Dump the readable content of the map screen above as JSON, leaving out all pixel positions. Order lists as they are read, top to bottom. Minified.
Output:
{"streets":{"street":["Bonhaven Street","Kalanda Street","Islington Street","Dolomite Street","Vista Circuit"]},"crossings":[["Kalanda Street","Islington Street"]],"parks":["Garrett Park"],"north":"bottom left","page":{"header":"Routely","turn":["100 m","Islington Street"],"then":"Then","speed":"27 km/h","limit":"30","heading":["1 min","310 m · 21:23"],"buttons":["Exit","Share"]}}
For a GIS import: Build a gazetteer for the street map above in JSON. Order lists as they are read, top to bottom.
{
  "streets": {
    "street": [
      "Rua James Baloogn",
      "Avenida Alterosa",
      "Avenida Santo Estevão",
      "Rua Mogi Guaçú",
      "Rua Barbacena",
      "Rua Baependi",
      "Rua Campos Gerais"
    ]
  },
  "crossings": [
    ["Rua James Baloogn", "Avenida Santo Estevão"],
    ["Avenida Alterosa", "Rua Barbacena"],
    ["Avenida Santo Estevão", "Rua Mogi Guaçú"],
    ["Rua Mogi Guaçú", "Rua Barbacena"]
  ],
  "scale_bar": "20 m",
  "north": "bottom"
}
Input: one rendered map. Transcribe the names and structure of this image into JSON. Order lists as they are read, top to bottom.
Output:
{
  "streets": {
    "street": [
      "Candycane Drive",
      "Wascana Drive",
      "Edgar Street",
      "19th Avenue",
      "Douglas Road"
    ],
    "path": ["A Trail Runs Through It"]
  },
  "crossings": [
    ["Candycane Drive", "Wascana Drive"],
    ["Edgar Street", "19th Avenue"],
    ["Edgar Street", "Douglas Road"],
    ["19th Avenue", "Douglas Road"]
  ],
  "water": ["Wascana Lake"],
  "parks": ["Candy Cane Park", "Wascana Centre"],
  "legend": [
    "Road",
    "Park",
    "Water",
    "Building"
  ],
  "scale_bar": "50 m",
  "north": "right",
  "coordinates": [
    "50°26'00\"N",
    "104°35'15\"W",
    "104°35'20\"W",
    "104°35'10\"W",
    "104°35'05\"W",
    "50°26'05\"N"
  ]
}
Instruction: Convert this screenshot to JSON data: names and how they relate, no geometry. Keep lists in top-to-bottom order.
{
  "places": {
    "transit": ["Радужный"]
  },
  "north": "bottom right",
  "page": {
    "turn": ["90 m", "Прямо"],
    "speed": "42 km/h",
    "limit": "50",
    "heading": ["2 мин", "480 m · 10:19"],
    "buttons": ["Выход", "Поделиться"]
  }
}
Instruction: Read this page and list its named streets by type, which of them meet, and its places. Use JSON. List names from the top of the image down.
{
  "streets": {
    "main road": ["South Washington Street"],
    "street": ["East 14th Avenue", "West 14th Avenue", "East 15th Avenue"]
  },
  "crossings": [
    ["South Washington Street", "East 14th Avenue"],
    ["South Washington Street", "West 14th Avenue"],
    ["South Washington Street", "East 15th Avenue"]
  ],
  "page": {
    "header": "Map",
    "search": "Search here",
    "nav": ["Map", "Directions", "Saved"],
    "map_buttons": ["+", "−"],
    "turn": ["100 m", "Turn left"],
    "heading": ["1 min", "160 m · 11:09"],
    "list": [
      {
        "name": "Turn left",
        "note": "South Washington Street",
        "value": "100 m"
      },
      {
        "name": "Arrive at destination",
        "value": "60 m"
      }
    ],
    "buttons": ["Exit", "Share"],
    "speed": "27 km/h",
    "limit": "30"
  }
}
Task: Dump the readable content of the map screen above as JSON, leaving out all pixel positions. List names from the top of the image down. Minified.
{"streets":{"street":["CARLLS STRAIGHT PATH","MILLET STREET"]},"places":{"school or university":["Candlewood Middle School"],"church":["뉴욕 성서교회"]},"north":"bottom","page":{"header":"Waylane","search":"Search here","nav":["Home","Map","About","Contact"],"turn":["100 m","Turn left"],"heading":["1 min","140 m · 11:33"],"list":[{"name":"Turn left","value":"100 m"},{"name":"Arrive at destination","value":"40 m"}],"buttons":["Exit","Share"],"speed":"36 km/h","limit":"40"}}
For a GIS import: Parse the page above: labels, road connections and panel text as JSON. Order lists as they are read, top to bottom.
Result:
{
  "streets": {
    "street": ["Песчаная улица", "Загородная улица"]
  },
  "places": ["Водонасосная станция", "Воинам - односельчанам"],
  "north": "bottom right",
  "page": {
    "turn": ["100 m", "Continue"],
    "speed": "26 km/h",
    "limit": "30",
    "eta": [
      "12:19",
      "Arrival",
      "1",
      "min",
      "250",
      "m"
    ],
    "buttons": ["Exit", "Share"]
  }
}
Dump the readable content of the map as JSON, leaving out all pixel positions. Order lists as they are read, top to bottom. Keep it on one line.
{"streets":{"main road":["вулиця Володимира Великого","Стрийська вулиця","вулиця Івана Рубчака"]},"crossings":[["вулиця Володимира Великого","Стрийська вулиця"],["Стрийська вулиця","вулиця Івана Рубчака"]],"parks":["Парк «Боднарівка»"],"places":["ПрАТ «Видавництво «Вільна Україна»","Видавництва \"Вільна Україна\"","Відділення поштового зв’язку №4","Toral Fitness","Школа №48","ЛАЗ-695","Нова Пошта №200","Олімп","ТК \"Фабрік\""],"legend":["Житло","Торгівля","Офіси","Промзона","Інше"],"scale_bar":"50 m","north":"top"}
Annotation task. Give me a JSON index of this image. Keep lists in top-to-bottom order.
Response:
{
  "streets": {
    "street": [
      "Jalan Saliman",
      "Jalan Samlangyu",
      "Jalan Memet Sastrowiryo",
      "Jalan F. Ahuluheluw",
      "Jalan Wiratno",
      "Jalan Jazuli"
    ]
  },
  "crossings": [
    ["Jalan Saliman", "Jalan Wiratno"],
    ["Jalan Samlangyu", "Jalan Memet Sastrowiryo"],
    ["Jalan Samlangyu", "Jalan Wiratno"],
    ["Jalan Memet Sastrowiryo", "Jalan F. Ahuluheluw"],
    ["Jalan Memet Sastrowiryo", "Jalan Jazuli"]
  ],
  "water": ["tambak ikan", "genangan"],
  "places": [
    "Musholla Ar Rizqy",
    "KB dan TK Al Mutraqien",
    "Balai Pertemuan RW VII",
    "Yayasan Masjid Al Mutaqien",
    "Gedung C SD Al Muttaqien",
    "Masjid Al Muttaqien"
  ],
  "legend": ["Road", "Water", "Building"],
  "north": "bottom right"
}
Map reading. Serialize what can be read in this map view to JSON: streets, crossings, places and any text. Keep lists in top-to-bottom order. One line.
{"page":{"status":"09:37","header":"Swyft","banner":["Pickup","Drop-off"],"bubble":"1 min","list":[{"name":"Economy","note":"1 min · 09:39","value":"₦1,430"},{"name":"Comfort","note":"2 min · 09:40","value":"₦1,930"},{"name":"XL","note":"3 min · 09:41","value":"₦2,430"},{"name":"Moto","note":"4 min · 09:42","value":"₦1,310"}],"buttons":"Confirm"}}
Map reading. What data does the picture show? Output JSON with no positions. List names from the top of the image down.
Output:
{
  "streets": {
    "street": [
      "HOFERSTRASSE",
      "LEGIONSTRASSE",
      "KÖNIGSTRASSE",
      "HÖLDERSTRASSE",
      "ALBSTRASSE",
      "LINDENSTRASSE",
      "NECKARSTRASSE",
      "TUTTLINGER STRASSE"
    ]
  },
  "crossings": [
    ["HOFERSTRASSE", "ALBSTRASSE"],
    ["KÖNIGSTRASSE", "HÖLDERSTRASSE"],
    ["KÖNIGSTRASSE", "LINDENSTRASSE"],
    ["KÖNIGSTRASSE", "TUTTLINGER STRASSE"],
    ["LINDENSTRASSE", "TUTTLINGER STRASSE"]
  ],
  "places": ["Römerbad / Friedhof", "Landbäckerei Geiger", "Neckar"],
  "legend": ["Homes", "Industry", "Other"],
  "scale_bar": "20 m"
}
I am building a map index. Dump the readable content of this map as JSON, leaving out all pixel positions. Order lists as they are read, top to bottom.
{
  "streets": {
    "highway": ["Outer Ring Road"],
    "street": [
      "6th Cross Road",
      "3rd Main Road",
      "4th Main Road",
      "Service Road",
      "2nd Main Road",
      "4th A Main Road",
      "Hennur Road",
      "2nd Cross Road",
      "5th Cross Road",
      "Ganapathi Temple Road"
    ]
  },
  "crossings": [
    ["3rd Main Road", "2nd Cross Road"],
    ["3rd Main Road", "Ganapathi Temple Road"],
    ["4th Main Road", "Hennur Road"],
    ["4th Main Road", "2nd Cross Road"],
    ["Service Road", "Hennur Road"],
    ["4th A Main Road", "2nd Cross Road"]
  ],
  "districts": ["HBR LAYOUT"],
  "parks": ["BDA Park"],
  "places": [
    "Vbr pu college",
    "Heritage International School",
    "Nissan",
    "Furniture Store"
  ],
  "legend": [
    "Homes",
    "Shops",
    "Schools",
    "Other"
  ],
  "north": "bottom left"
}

• WHAT TO DO
From the line holding "I am building" to the end of the listing, copy every line exactly, both ends included, and add nothing.

• RESULT FOR THIS TASK
I am building a map index. Dump the readable content of this map as JSON, leaving out all pixel positions. Order lists as they are read, top to bottom.
{
  "streets": {
    "highway": ["Outer Ring Road"],
    "street": [
      "6th Cross Road",
      "3rd Main Road",
      "4th Main Road",
      "Service Road",
      "2nd Main Road",
      "4th A Main Road",
      "Hennur Road",
      "2nd Cross Road",
      "5th Cross Road",
      "Ganapathi Temple Road"
    ]
  },
  "crossings": [
    ["3rd Main Road", "2nd Cross Road"],
    ["3rd Main Road", "Ganapathi Temple Road"],
    ["4th Main Road", "Hennur Road"],
    ["4th Main Road", "2nd Cross Road"],
    ["Service Road", "Hennur Road"],
    ["4th A Main Road", "2nd Cross Road"]
  ],
  "districts": ["HBR LAYOUT"],
  "parks": ["BDA Park"],
  "places": [
    "Vbr pu college",
    "Heritage International School",
    "Nissan",
    "Furniture Store"
  ],
  "legend": [
    "Homes",
    "Shops",
    "Schools",
    "Other"
  ],
  "north": "bottom left"
}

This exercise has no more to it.